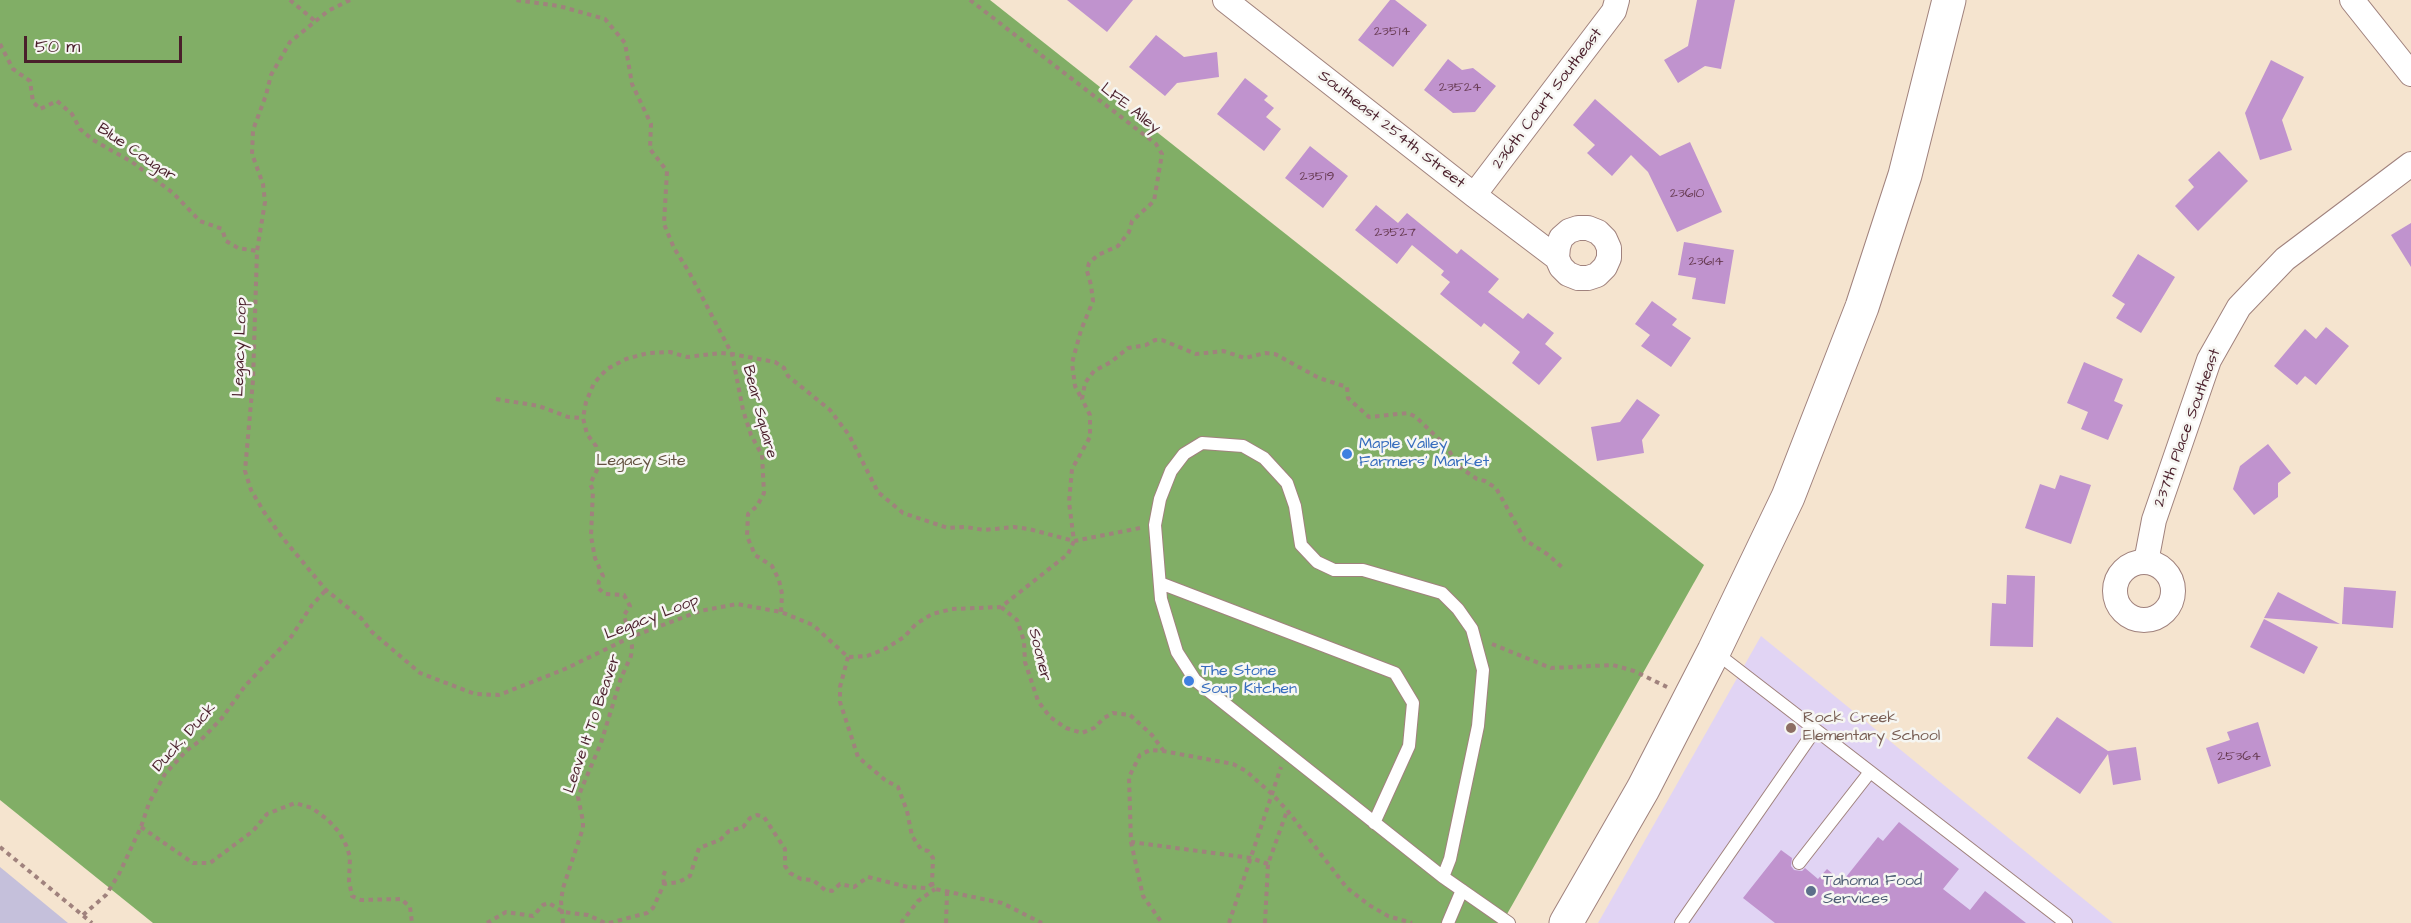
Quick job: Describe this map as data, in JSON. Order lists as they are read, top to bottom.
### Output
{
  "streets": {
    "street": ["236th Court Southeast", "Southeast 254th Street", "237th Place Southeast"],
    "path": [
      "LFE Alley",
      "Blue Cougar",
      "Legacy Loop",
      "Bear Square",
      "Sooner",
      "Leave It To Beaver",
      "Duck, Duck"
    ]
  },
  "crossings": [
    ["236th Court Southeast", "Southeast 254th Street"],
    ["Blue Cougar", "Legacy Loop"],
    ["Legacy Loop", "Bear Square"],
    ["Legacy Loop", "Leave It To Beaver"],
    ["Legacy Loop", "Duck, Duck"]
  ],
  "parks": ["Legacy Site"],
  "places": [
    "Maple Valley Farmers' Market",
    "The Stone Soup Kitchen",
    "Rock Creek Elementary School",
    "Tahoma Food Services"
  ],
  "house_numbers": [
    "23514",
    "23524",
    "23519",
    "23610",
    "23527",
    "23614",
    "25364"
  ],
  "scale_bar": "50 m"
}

━━━━━━━━━━━━━━━━━━━━━━━━━━━━━━

▶ [TO DO]:
Your task is to repeat the data above exactly while excluding the pictures.

▶ [EXERCISE RESPONSE]:
Quick job: Describe this map as data, in JSON. Order lists as they are read, top to bottom.
### Output
{
  "streets": {
    "street": ["236th Court Southeast", "Southeast 254th Street", "237th Place Southeast"],
    "path": [
      "LFE Alley",
      "Blue Cougar",
      "Legacy Loop",
      "Bear Square",
      "Sooner",
      "Leave It To Beaver",
      "Duck, Duck"
    ]
  },
  "crossings": [
    ["236th Court Southeast", "Southeast 254th Street"],
    ["Blue Cougar", "Legacy Loop"],
    ["Legacy Loop", "Bear Square"],
    ["Legacy Loop", "Leave It To Beaver"],
    ["Legacy Loop", "Duck, Duck"]
  ],
  "parks": ["Legacy Site"],
  "places": [
    "Maple Valley Farmers' Market",
    "The Stone Soup Kitchen",
    "Rock Creek Elementary School",
    "Tahoma Food Services"
  ],
  "house_numbers": [
    "23514",
    "23524",
    "23519",
    "23610",
    "23527",
    "23614",
    "25364"
  ],
  "scale_bar": "50 m"
}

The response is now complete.